For the time being, personal injury lawyers remain the easiest and most popular route to settling whiplash claims. For a flat fee or percentage of the compensation award, this type of legal representative will negotiate the claim on your behalf on a “no win, no fee” basis.
Along with any proof of liability – listed above – you will need medical evidence that your whiplash injury is genuine. You must visit a doctor and be diagnosed with the symptoms of whiplash – it is not enough to simply claim you have the symptoms.
In 2018, the UK government introduced the Civil Liability Act to cut down on the number of personal injury claims that it said were “symptomatic of a wider compensation culture”.
Specific measures to eliminate fraudulent or exaggerated whiplash claims are to be enacted from April 2021. Under these reforms, the small claims threshold for road traffic injury claims is to be raised from £1,000 to £5,000.
This means that those seeking claims of less than £5,000 – which represents the vast majority of whiplash claims – will not be able to instruct legal representation. Instead, they must present their claim themselves through a new online claims portal.
Furthermore, you will need an official medical report which must me purchased for £180 through MedCo.org.uk – a web portal set up by the government to help deal with the rise in whiplash claims.
Most claims are currently settled out of court for between £1,000 and £2,750, with the average pay out being close to £2,000.
Under the new laws, from April 2021, amounts paid will be fixed for injuries that last less than two years. Compensation payments will range between £235 and £3,910 – depending on the severity of the injury.
It will still be possible for those who have sustained long-term pain and hardship through injury to appoint legal representation to seek damages above £5,000.
In tandem with the Civil Liability Act’s aims to reduce fraudulent and exaggerated personal injury claims, insurers are making it increasingly difficult to claim compensation for whiplash injuries. If there’s any hint of doubt about the legitimacy of your claim it will be contested.

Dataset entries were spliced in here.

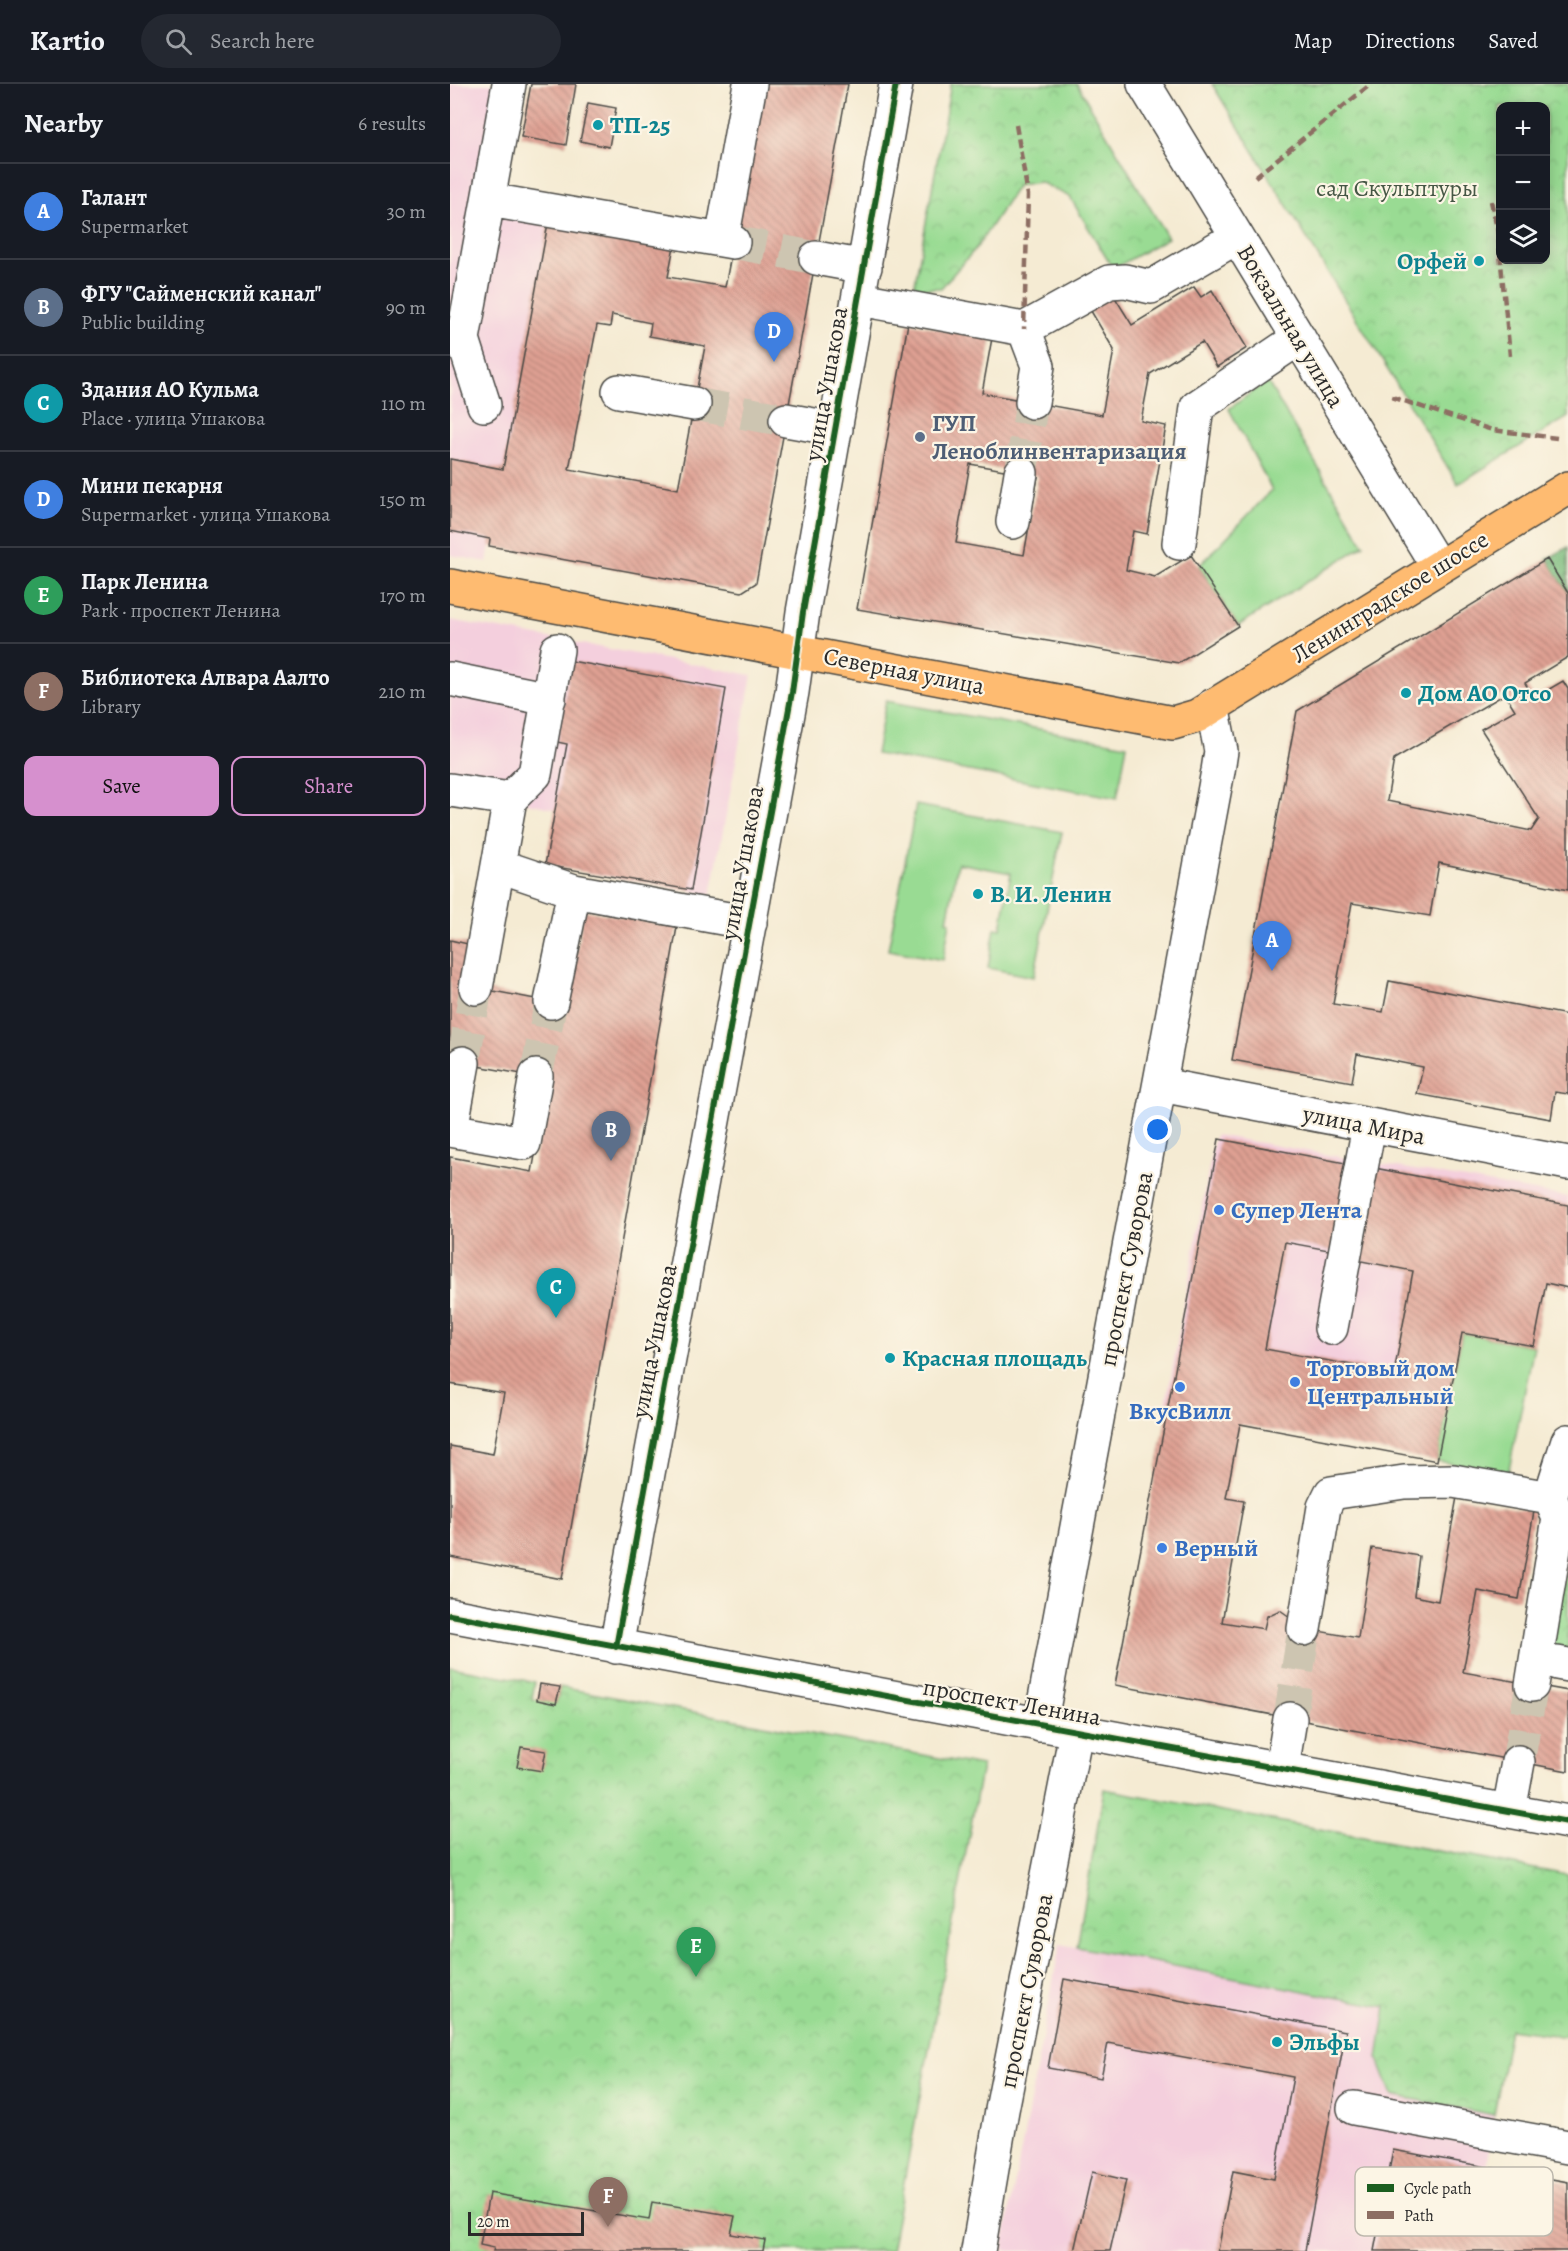 <!DOCTYPE html>
<meta charset="utf-8">
<style>
:root{--surface:#171b24;--page:#242831;--text:#f1f3f6;--muted:#9ea1a6;--line:#363941;--accent:#d690ce}
body{margin:0;font-family:Alegreya,serif;background:var(--page);color:var(--text)}
.controls{position:absolute;right:18px;top:18px;display:grid;overflow:hidden;border-radius:12px;box-shadow:0 3px 15px #0003}
.controls button{width:54px;height:54px;display:grid;place-items:center;padding:0;border:0;border-bottom:2px solid var(--line);background:var(--surface);color:var(--text);font:30px sans-serif}
.scale{position:absolute;left:18px;bottom:15px;width:116px;box-sizing:border-box;padding-left:6px;border:3px solid #2b2b2b;border-top:0;font-size:16px;line-height:21px;white-space:nowrap;color:#2b2b2b;-webkit-text-stroke:4px #fcf5e5;paint-order:stroke}
.you{position:absolute;left:708px;top:1046px;width:21px;height:21px;margin:-15px;border:4px solid #fff;border-radius:50%;background:#1a73e8;box-shadow:0 0 0 9px #1a73e833}
.badge{display:grid;place-items:center;width:39px;height:39px;border-radius:50%;background:var(--accent);color:#fff;font-size:20px;font-weight:700}
.pin{position:absolute;translate:-50% -50px;filter:drop-shadow(0 2px 3px #0008)}
.pin::after{content:'';position:absolute;top:32px;width:21px;height:18px;background:inherit;clip-path:polygon(0 0,100% 0,50% 100%)}
.list{margin:0;padding:0;list-style:none}
h2{display:flex;justify-content:space-between;align-items:center;height:78px;margin:0;padding:0 24px;font-size:26px}
h2 small{font-size:20px;font-weight:400;color:var(--muted)}
.list li{display:grid;grid-template-columns:39px 1fr auto;gap:18px;align-items:center;box-sizing:border-box;height:96px;padding:0 24px;border-top:2px solid var(--line)}
.list b{display:block;font-size:22px;white-space:nowrap}
.list p{margin:0;font-size:20px;white-space:nowrap;color:var(--muted)}
.list em{font-size:20px;font-style:normal;color:var(--muted)}
.actions{display:flex;gap:12px;padding:18px 24px}
.actions a{flex:1;padding:14px 0;border:2px solid var(--accent);border-radius:12px;text-align:center;font-size:21px;color:var(--accent)}
.actions .main{background:var(--accent);color:#111}
.icon{flex:none;width:33px;height:33px;fill:none;stroke:currentColor;stroke-width:2;stroke-linecap:round;stroke-linejoin:round}
.map{position:relative;flex:none;width:1118px;height:2167px;overflow:hidden}
header{display:flex;align-items:center;gap:36px;box-sizing:border-box;height:84px;padding:0 30px;background:var(--surface);border-bottom:2px solid var(--line)}
header strong{font-size:28px}
nav{display:flex;gap:33px;margin-inline-start:auto;font-size:21px}
.search{width:420px;height:54px;background:var(--page);display:flex;align-items:center;gap:15px;box-sizing:border-box;padding:0 21px;border-radius:33px;color:var(--muted);font-size:22px}
main{display:flex}
aside{flex:1;background:var(--surface)}
.map>svg:first-child{display:block}
.built{fill:#f4cfdd}
.grass{fill:#99db93;stroke:#62835f;stroke-width:1.5}
.forest{fill:url(#forest-crowns);stroke:#527354;stroke-width:1.5}
.park{fill:url(#park-crowns);stroke:#62835f;stroke-width:1.5;fill-rule:evenodd}
.building{fill:url(#building-back-hatch);fill-rule:evenodd}
.lines{fill:none;stroke-linecap:round;stroke-linejoin:round}
.minor-tunnel{stroke:#cdc5b1;stroke-width:33;stroke-dasharray:33 16;stroke-linecap:butt}
.minor-casing{stroke:#494844;stroke-width:36}
.major-casing{stroke:#494844;stroke-width:36}
.minor{stroke:#fff;stroke-width:33}
.major{stroke:#febb71;stroke-width:33}
.quiet{stroke:#8d6e63;stroke-width:4.5;stroke-dasharray:9 4.5;stroke-linecap:butt}
.cycleway-casing{stroke:#fcf5e5;stroke-width:10}
.cycleway{stroke:#1b5e20;stroke-width:6}
.culture-dot{fill:#0f9aa8;stroke:#fcf5e5;stroke-width:2}
.service-dot{fill:#5c6f8a;stroke:#fcf5e5;stroke-width:2}
.shop-dot{fill:#3f7fe0;stroke:#fcf5e5;stroke-width:2}
.labels{text-anchor:middle;dominant-baseline:central;stroke-width:4.5;stroke-linejoin:round;paint-order:stroke}
.culture-label{font-size:24px;font-weight:bold;fill:#0d838f;stroke:#fcf5e5;text-anchor:start}
.park-label{font-size:24px;fill:#465745;stroke:#fcf5e5}
.street-label{font-size:24px;fill:#2b2b2b;stroke:#fcf5e5}
.service-label{font-size:24px;font-weight:bold;fill:#4e5e75;stroke:#fcf5e5;text-anchor:start}
.shop-label{font-size:24px;font-weight:bold;fill:#366cbe;stroke:#fcf5e5;text-anchor:start}
.key{fill:#fcf5e5;stroke:#bdb8ad;stroke-width:1.5}
.key-label{font-size:16px;fill:#2b2b2b}
</style>
<header>
<strong>Kartio</strong>
<div class="search"><svg class="icon" aria-label="search" viewBox="0 0 24 24"><circle cx="10" cy="10" r="6"/><path d="M15 15l6 6"/></svg>Search here</div>
<nav><a>Map</a><a>Directions</a><a>Saved</a></nav>
</header>
<main>
<aside>
<h2>Nearby<small>6 results</small></h2>
<ul class="list">
<li><span class="badge" style="background:#3f7fe0">A</span><div><b>Галант</b><p>Supermarket</p></div><em>30 m</em></li>
<li><span class="badge" style="background:#5c6f8a">B</span><div><b>ФГУ &quot;Сайменский канал&quot;</b><p>Public building</p></div><em>90 m</em></li>
<li><span class="badge" style="background:#0f9aa8">C</span><div><b>Здания АО Кульма</b><p>Place · улица Ушакова</p></div><em>110 m</em></li>
<li><span class="badge" style="background:#3f7fe0">D</span><div><b>Мини пекарня</b><p>Supermarket · улица Ушакова</p></div><em>150 m</em></li>
<li><span class="badge" style="background:#2e9e5b">E</span><div><b>Парк Ленина</b><p>Park · проспект Ленина</p></div><em>170 m</em></li>
<li><span class="badge" style="background:#8d6e63">F</span><div><b>Библиотека Алвара Аалто</b><p>Library</p></div><em>210 m</em></li>
</ul>
<div class="actions"><a class="main">Save</a><a>Share</a></div>
</aside>
<div class="map">
<svg width="1118" height="2167" viewBox="0 0 1118 2167">
<defs>
<pattern id="forest-crowns" width="20" height="18" patternUnits="userSpaceOnUse" patternTransform="scale(1.5)"><rect width="20" height="18" fill="#7abb7d"/><path d="M2 6a3 3 0 1 1 6 0M12 15a3 3 0 1 1 6 0" fill="none" stroke="#649867"/></pattern>
<pattern id="park-crowns" width="20" height="18" patternUnits="userSpaceOnUse" patternTransform="scale(1.5)"><rect width="20" height="18" fill="#99db93"/><path d="M2 6a3 3 0 1 1 6 0M12 15a3 3 0 1 1 6 0" fill="none" stroke="#84bc7f"/></pattern>
<pattern id="building-back-hatch" width="6" height="6" patternUnits="userSpaceOnUse" patternTransform="scale(1.5)"><rect width="6" height="6" fill="#dfa093"/><path d="M-1 5l2 2M0 0l6 6M5-1l2 2" fill="none" stroke="#b58378"/></pattern>
</defs>
<rect width="100%" height="100%" fill="#fcf5e5"/>
<filter id="ink" filterUnits="userSpaceOnUse"><feTurbulence type="fractalNoise" baseFrequency=".0167" numOctaves="2"/><feDisplacementMap in="SourceGraphic" scale="12" xChannelSelector="R" yChannelSelector="G"/><feConvolveMatrix kernelMatrix="1 2 1 2 8 2 1 2 1" color-interpolation-filters="sRGB"/></filter>
<filter id="wash" filterUnits="userSpaceOnUse"><feTurbulence type="fractalNoise" baseFrequency=".008" numOctaves="4" result="noise"/><feDisplacementMap in="SourceGraphic" scale="24" xChannelSelector="R" yChannelSelector="G"/><feGaussianBlur stdDeviation="1.35" result="paint"/><feColorMatrix in="noise" values="0 0 0 0 0 0 0 0 0 0 0 0 0 0 0 0 0 1.4 0 .05"/><feComposite in="paint" operator="in"/></filter>
<g filter="url(#wash)">
<rect width="100%" height="100%" fill="#f5ebd3"/>
<path class="built" d="M0,0H59L40,116L98,139L37,478L0,471Z
M0,536L302,591L261,811L95,781L105,725L60,715L0,706Z
M765,1051L1118,1113V1121L1039,1106L987,1377L715,1326Z
M610,1860L936,1923L928,1975L942,2011L1044,2031L1036,2083L1118,2098V2167H552Z"/>
<path class="grass" d="M817,297L914,461L788,542L749,482L822,406L779,325Z
M436,617L677,661L667,714L426,670Z
M466,721L612,748L584,893L538,884L545,844L551,845L561,789L508,779L497,837L500,838L493,876L438,866Z
M1012,1249L1084,1262L1058,1390L987,1377Z"/>
<path class="forest" d="M1118,463V509L1097,475Z"/>
<path class="park" d="M501,0H627L718,154L663,185L620,113L590,98L568,101L527,163L491,204L464,205Z
M762,0H1118V333L1008,400ZM1050,22H1096V176H1050Z
M1114,1491L1118,1492V1571L1100,1568Z
M0,1583L85,1598L82,1615L106,1619L110,1603L532,1682L441,2167H0Z
M654,1705L1118,1791V1953L1060,1945L1044,2031L942,2011L928,1975L936,1923L627,1863Z"/>
<g id="blocks">
<path class="building" d="M81,0H126L116,61L71,53Z
M313,0H398L306,499L292,508L39,462L40,455L0,447V375L53,385L98,139L224,162L218,193L275,203ZM162,231L201,239L199,252L255,262L228,405L119,385L147,241L160,243Z
M138,19L166,24L159,63L130,57Z
M744,203L751,213L762,206L797,264L767,283L752,258L700,290L691,337L716,342L697,450L683,447L676,486L705,493L741,471L788,542L729,579L407,525L458,239L542,254L532,309L652,331L664,266L638,222L661,207L682,241ZM520,380L588,392L574,471L506,459Z
M1097,475L1118,509V573L1075,599L1084,614L1113,597L1118,605V806L989,779L980,832L902,819L883,920L933,928L939,897L1118,931V1010L1105,1008L1101,1035L967,1010L973,983L907,970L902,998L782,976L847,627ZM1055,610L1065,626L1031,645L1089,735L1081,747L937,717L944,675Z
M121,577L276,605L241,806L95,781L117,660L107,658Z
M134,826L227,843L112,1495L0,1473V1362L43,1370L54,1309L0,1300V1073L82,1088L99,995L0,977V856L18,860L11,901L117,921Z
M769,1055L906,1081L889,1168L835,1158L815,1265L944,1289L963,1187L901,1175L919,1083L1118,1121V1204L1096,1199L1084,1262L1012,1249L987,1377L790,1340L776,1414L794,1417L772,1538L814,1545L817,1532L830,1526L840,1533L839,1542L908,1554L922,1464L969,1472L964,1512L988,1517L1007,1413L1084,1427L1069,1515L1028,1507L1013,1588L1118,1607V1687L665,1601Z
M90,1600L110,1603L106,1620L87,1616Z
M71,1663L96,1667L92,1687L67,1683Z
M614,1895L896,1947L855,2167H768L783,2087L824,2095L843,1993L658,1959L651,1994L598,1984Z
M943,2066L1118,2098V2167H924Z
M642,2088L676,2096L660,2167H624Z
M39,2109L199,2136L202,2118L285,2132L281,2150L315,2156L313,2167H43L44,2164L30,2161Z"/>
</g>
</g>
<g filter="url(#ink)">
<use href="#blocks" fill-opacity="0" stroke="#494844" stroke-width="1.5"/>
<g class="lines">
<path class="minor-tunnel" d="M283,158L366,174
M244,320L336,336
M571,389L582,318
M13,979L26,904
M86,992L101,918
M840,1635L854,1545
M1068,1678L1082,1601"/>
<g class="minor-casing">
<path id="minor" d="M694,0L988,483
M39,116L283,158
M272,156L300,0
M366,174L415,183
M410,215L574,245L588,282L582,318
M574,245L659,198L675,197L701,203L787,153
M0,252L13,255L34,321
M13,255L59,0
M169,307L244,320
M336,336L386,345
M563,438L571,389
M729,459L747,323L849,254
M0,595L99,615
M0,706L60,715
M50,782L124,807L300,839
M26,904L60,715L85,690L107,566
M101,918L124,807
M711,1001L1118,1079
M0,1046L74,1059L86,992
M1,1046L13,979
M881,1244L919,1042
M0,1531L1118,1738
M854,1545L874,1423L881,1409L954,1398L1003,1397L1100,1414
M166,1563L342,608L353,528L446,0
M1107,1579L1118,1581
M1082,1601L1109,1434L1100,1414L1118,1357
M590,1641L768,687L771,667L762,622
M832,1684L840,1635
M1059,1727L1068,1678
M904,2024L1118,2063
M528,2167L552,2026L626,1648"/>
</g>
<g class="major-casing">
<path id="major" d="M0,502L723,639L747,632L1118,404"/>
</g>
<use href="#minor" class="minor"/>
<use href="#major" class="major"/>
<path class="quiet" d="M566,41L578,111L574,245
M805,93L921,0
M1041,117L1048,149L1060,272
M942,313L1042,346L1107,354"/>
<g class="cycleway-casing">
<path id="cycleway" d="M0,1531L1118,1738
M166,1563L342,608L353,528L446,0"/>
</g>
<use href="#cycleway" class="cycleway"/>
</g>
</g>
<g class="culture-dot">
<circle cx="148" cy="41" r="6"/>
<circle cx="1029" cy="177" r="6"/>
<circle cx="956" cy="609" r="6"/>
<circle cx="528" cy="810" r="6"/>
<circle cx="440" cy="1274" r="6"/>
<circle cx="827" cy="1958" r="6"/>
</g>
<circle class="service-dot" cx="470" cy="353" r="6"/>
<g class="shop-dot">
<circle cx="769" cy="1126" r="6"/>
<circle cx="845" cy="1298" r="6"/>
<circle cx="730" cy="1303" r="6"/>
<circle cx="712" cy="1464" r="6"/>
</g>
<g class="labels">
<g class="culture-label">
<text x="160" y="41">ТП-25</text>
<text x="1017" y="177" text-anchor="end">Орфей</text>
<text x="968" y="609">Дом АО Отсо</text>
<text x="540" y="810">В. И. Ленин</text>
<text x="452" y="1274">Красная площадь</text>
<text x="839" y="1958">Эльфы</text>
</g>
<g class="park-label">
<text x="947" y="104">сад Скульптуры</text>
</g>
<g class="street-label">
<text transform="translate(841 242) rotate(59)">Вокзальная улица</text>
<text transform="translate(376 300) rotate(-80)">улица Ушакова</text>
<text transform="translate(940 513) rotate(-32)">Ленинградское шоссе</text>
<text transform="translate(454 587) rotate(11)">Северная улица</text>
<text transform="translate(292 779) rotate(-80)">улица Ушакова</text>
<text transform="translate(914 1041) rotate(11)">улица Мира</text>
<text transform="translate(676 1185) rotate(-79)">проспект Суворова</text>
<text transform="translate(204 1257) rotate(-79)">улица Ушакова</text>
<text transform="translate(562 1618) rotate(10)">проспект Ленина</text>
<text transform="translate(576 1907) rotate(-79)">проспект Суворова</text>
</g>
<g class="service-label">
<text x="482" y="339">ГУП<tspan x="482" dy="28">Леноблинвентаризация</tspan></text>
</g>
<g class="shop-label">
<text x="781" y="1126">Супер Лента</text>
<text x="857" y="1284">Торговый дом<tspan x="857" dy="28">Центральный</tspan></text>
<text x="730" y="1327" text-anchor="middle">ВкусВилл</text>
<text x="724" y="1464">Верный</text>
</g>
</g>
<rect x="905" y="2083" width="198" height="69" rx="9" class="key"/>
<rect x="917" y="2100" width="27" height="8" fill="#1b5e20"/>
<rect x="917" y="2127" width="27" height="8" fill="#8d6e63"/>
<g class="key-label">
<text x="954" y="2110">Cycle path</text>
<text x="954" y="2137">Path</text>
</g>
</svg>
<div class="controls">
<button>+</button>
<button>−</button>
<button><svg class="icon" aria-label="layers" viewBox="0 0 24 24"><path d="M12 4l9 5-9 5-9-5zM3 14l9 5 9-5"/></svg></button>
</div>
<div class="scale">20 m</div>
<div class="you"></div>
<div class="pin badge" style="left:822px;top:887px;background:#3f7fe0">A</div>
<div class="pin badge" style="left:161px;top:1077px;background:#5c6f8a">B</div>
<div class="pin badge" style="left:106px;top:1234px;background:#0f9aa8">C</div>
<div class="pin badge" style="left:324px;top:278px;background:#3f7fe0">D</div>
<div class="pin badge" style="left:246px;top:1893px;background:#2e9e5b">E</div>
<div class="pin badge" style="left:158px;top:2143px;background:#8d6e63">F</div>
</div>
</main>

Indeed, top car insurance provider Aviva – among many others – is investing more in defending claims and in 2017 successfully defended 800 of its customers against spurious whiplash claims.
Additionally, if you don’t have the appropriate documentation or cannot prove liability your claim is likely to be refused. So, if you believe you have a legitimate whiplash claim, don’t forget the checklist:
Policy details from the other driver
Names and addresses of any witnesses
Photographs of the vehicles involved
Police report – if available
Medical Report – £180 from MedCo.org.uk
While it is still possible, consult a personal injury lawyer who will advise on whether, or not, your claim is worth pursuing. They will also handle all aspects of the claim and advise on any settlements offered.
If the liability is not with you, you can claim against the liable party’s car insurance policy, regardless of the cover options on your own policy.
If the fault of an accident lies with you, only comprehensive cover will pay out for whiplash – and only then, if personal injury cover is included as standard. Not all comprehensive car insurance policies include this type of cover.
Many car insurance policies for young drivers include personal injury cover, but claims for whiplash are likely to be seen as the result of poor driving. Insurance for young drivers is already expensive and a claim will drive the cost of premiums even higher at renewal.